OpenAI's immense AI inference costs devour revenue, challenging profit path.

Internal documents expose massive inference costs devouring OpenAI's booming revenue, casting doubt on AI's long-term profitability.

November 16, 2025

OpenAI's immense AI inference costs devour revenue, challenging profit path.
A complex financial picture is emerging for OpenAI, the prominent artificial intelligence research lab, as newly leaked internal documents suggest the immense computational cost of running its powerful AI models may be consuming a substantial portion, if not all, of its rapidly growing revenue. The documents, brought to light by sources including Techcrunch and tech blogger Ed Zitron, detail a sophisticated and massive flow of money between OpenAI and its primary partner, Microsoft. While OpenAI's revenue is soaring to unprecedented heights for a company of its age, the staggering expenses associated with "inference"—the process of generating responses from its models—are raising fundamental questions about the long-term economic viability of large-scale AI and the company's path to profitability.
At the heart of the revelations is the sheer scale of OpenAI's operational spending. According to analysis of the leaked documents, the company's inference costs, which represent the computing power needed to run its models for users, reached an estimated $3.8 billion in 2024 and ballooned to approximately $8.65 billion in just the first nine months of 2025.[1][2][3][4][5] This dramatic escalation in expenditure appears to be outpacing the company's impressive revenue growth, creating a scenario where the cost of delivering its AI services could be higher than the income they generate.[6][7][5] This financial pressure is compounded by the nature of these payments; while the initial, and also considerable, cost of training new models is often covered by cloud computing credits from Microsoft as part of its investment, the ongoing inference costs are reportedly paid for largely in cash, placing a direct and heavy burden on OpenAI's finances.[1][2][3]

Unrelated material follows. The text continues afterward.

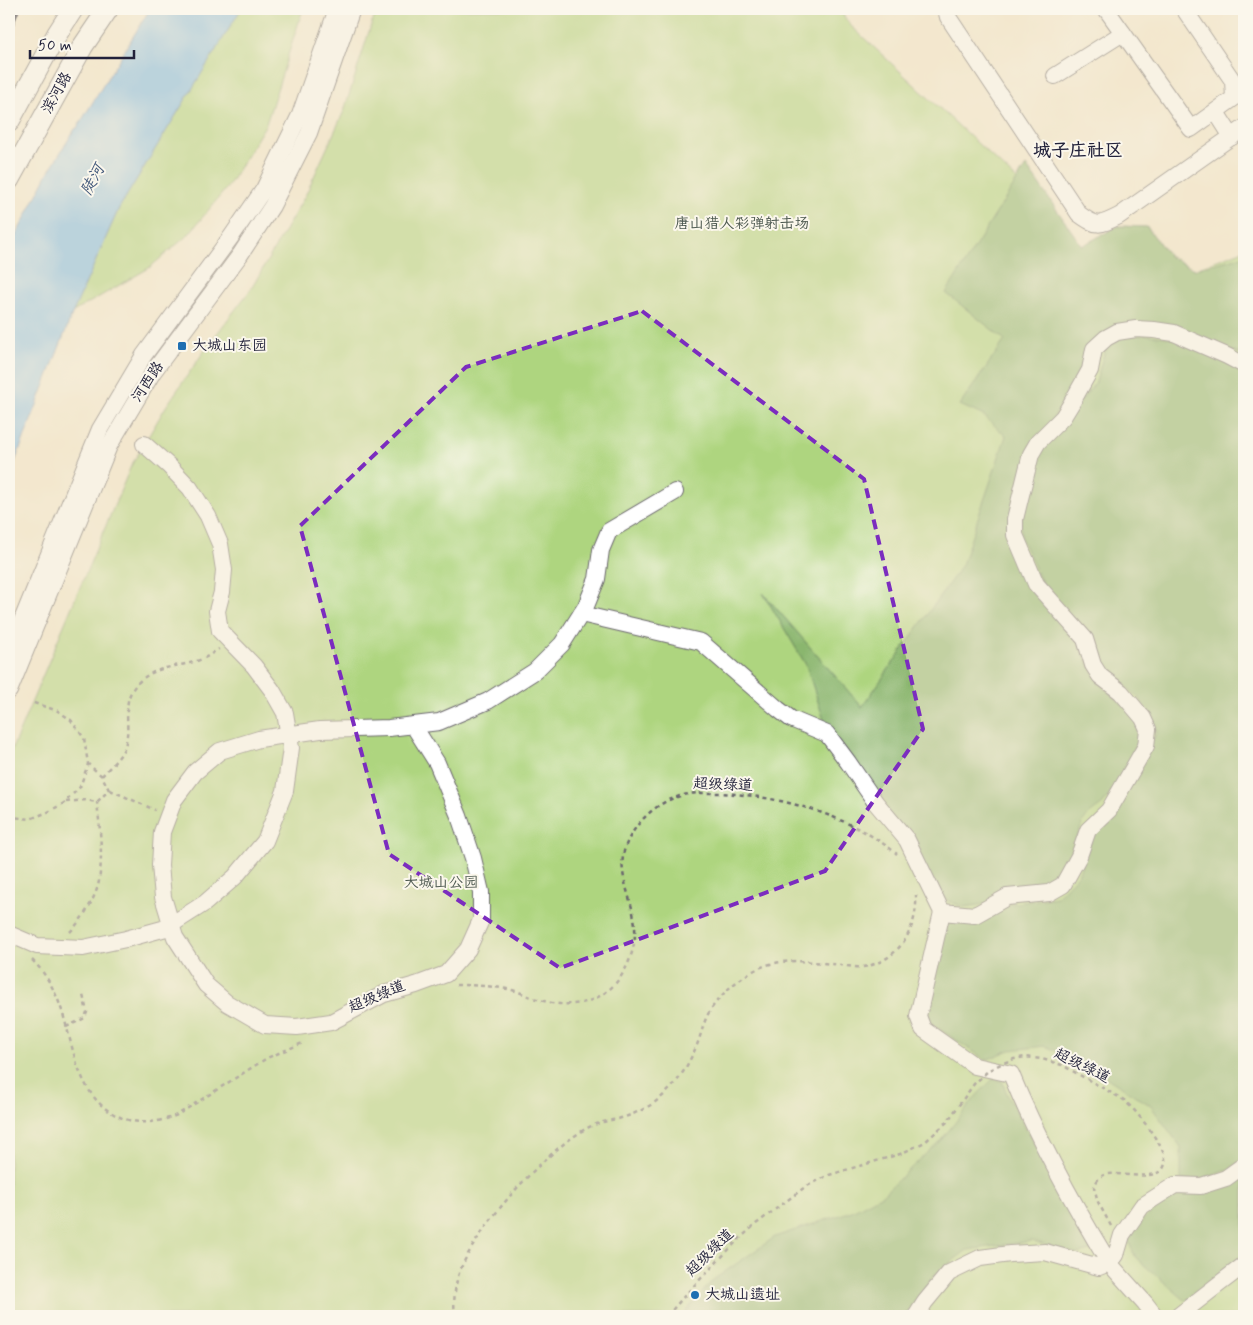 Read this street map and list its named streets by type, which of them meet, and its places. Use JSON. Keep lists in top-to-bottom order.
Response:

The leaked financials also provide a rare window into the intricate, multi-billion dollar relationship between OpenAI and Microsoft. The partnership involves a reciprocal revenue-sharing agreement. Documents show Microsoft received significant payments from OpenAI, reportedly totaling $493.8 million in 2024 and rising to $865.8 million through the first three quarters of 2025.[1][2][8][6][4] This is believed to be part of an arrangement where OpenAI shares roughly 20% of its revenue with its largest backer.[1][2][8] However, the financial traffic is not one-way. Microsoft, in turn, pays OpenAI a share of the revenue it generates from products that incorporate OpenAI's technology, such as the Bing search engine and the Azure OpenAI Service.[1][2][3][8] The leaked figures allegedly represent the net amount Microsoft keeps after these deductions, making the gross financial exchange between the two tech giants even larger and more complex than the numbers initially suggest.[1][8][6]

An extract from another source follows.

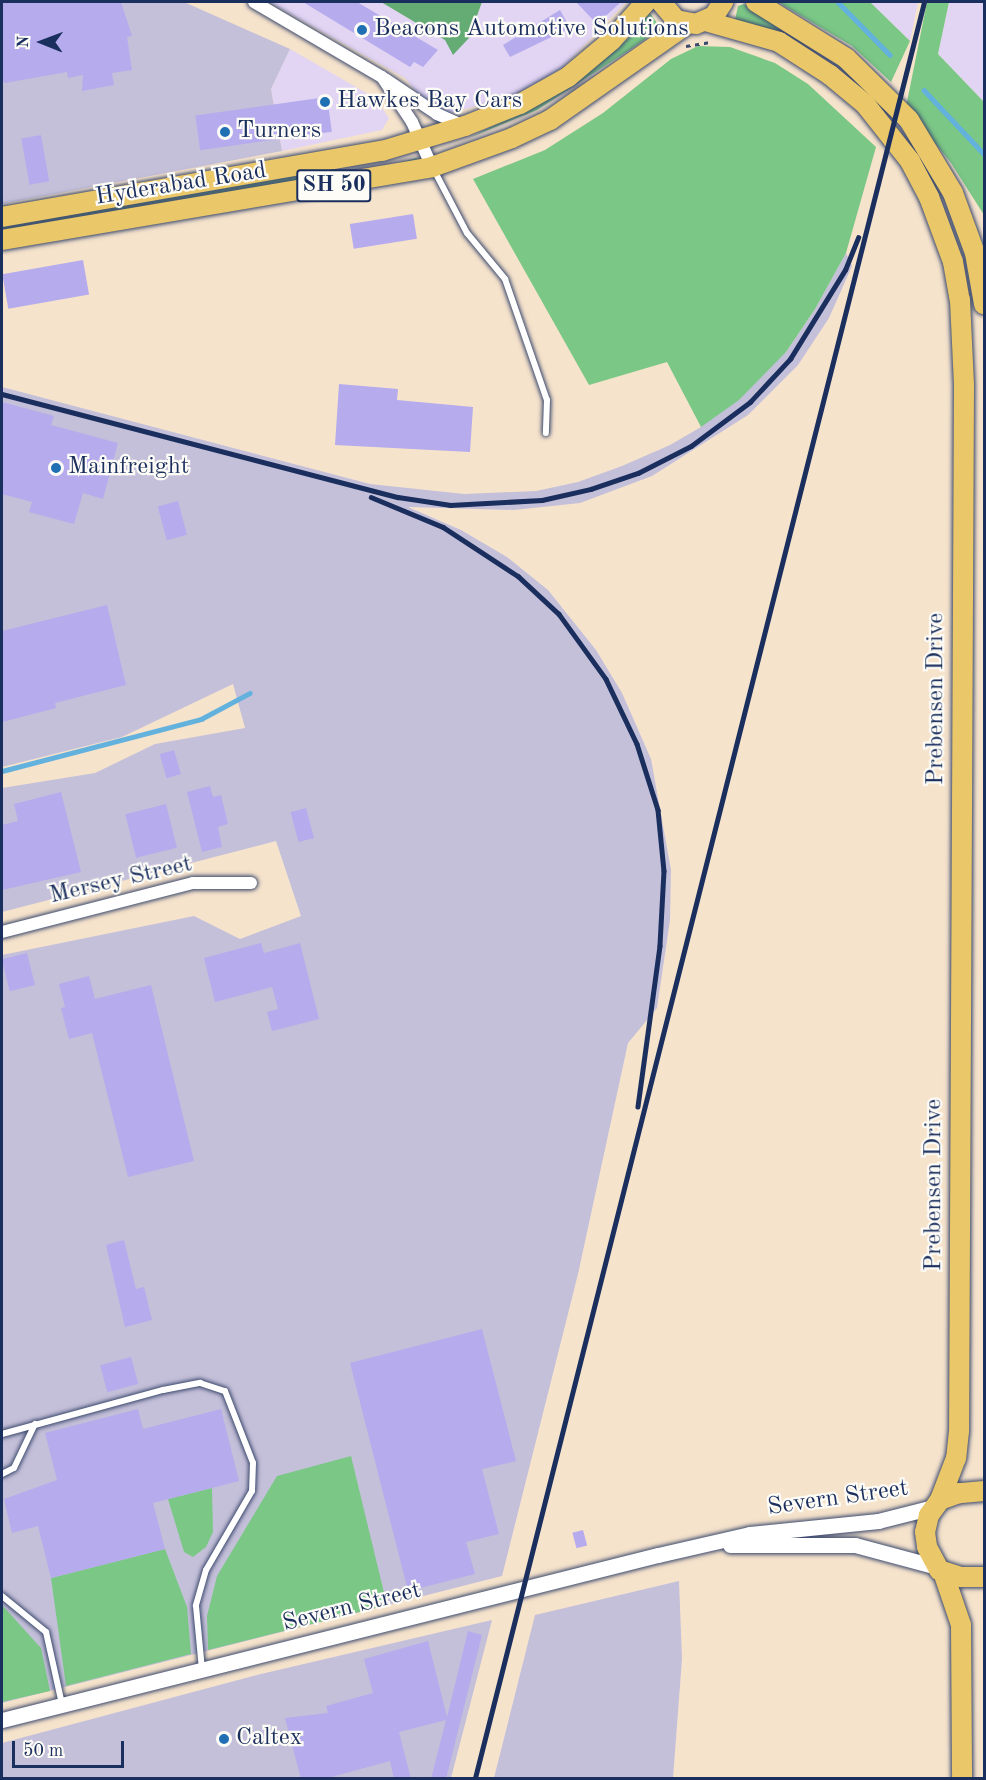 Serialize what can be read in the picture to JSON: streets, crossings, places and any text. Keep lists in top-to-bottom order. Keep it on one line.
{"streets":{"main road":["Hyderabad Road","SH 50","Prebensen Drive"],"street":["Mersey Street","Severn Street"]},"crossings":[["Hyderabad Road","SH 50"],["Hyderabad Road","Prebensen Drive"],["SH 50","Prebensen Drive"],["Prebensen Drive","Severn Street"]],"places":["Beacons Automotive Solutions","Hawkes Bay Cars","Turners","Mainfreight","Caltex"],"scale_bar":"50 m","north":"left"}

These revelations have significant implications for the broader artificial intelligence industry, which has been buoyed by massive valuations and investments predicated on future profitability. OpenAI is widely seen as the market leader, and if its financial footing is precarious due to operational costs, it suggests that smaller competitors and the sector as a whole face a daunting and capital-intensive path forward.[1] The high cost of inference is a fundamental challenge for all large language model developers, threatening the scalability and sustainability of their business models.[9][10] While OpenAI's CEO Sam Altman has projected an annualized revenue run rate that could exceed $20 billion by the end of 2025, the leaked expenditure figures cast a shadow on these optimistic forecasts, highlighting the immense gap that must be bridged between revenue generation and the cost of service delivery.[11][1][12] The data suggests that even at the industry's cutting edge, the technology's operational demands are immense, making profitability an elusive target.[13]
In conclusion, the leaked financial documents paint a sobering picture of the economic realities facing the generative AI boom's leading company. Despite phenomenal revenue growth driven by the widespread adoption of products like ChatGPT, OpenAI appears to be locked in a costly battle with its own operational expenses. The enormous and rapidly increasing cost of inference presents a formidable obstacle not just for OpenAI but for the entire AI industry, suggesting that the road to a profitable and sustainable business model may be longer and more challenging than previously understood. The intricate financial dance with Microsoft underscores the deep capital requirements needed to compete at the highest level, leaving the question of whether revenue can ultimately outpace the voracious appetite of the underlying technology open for the foreseeable future.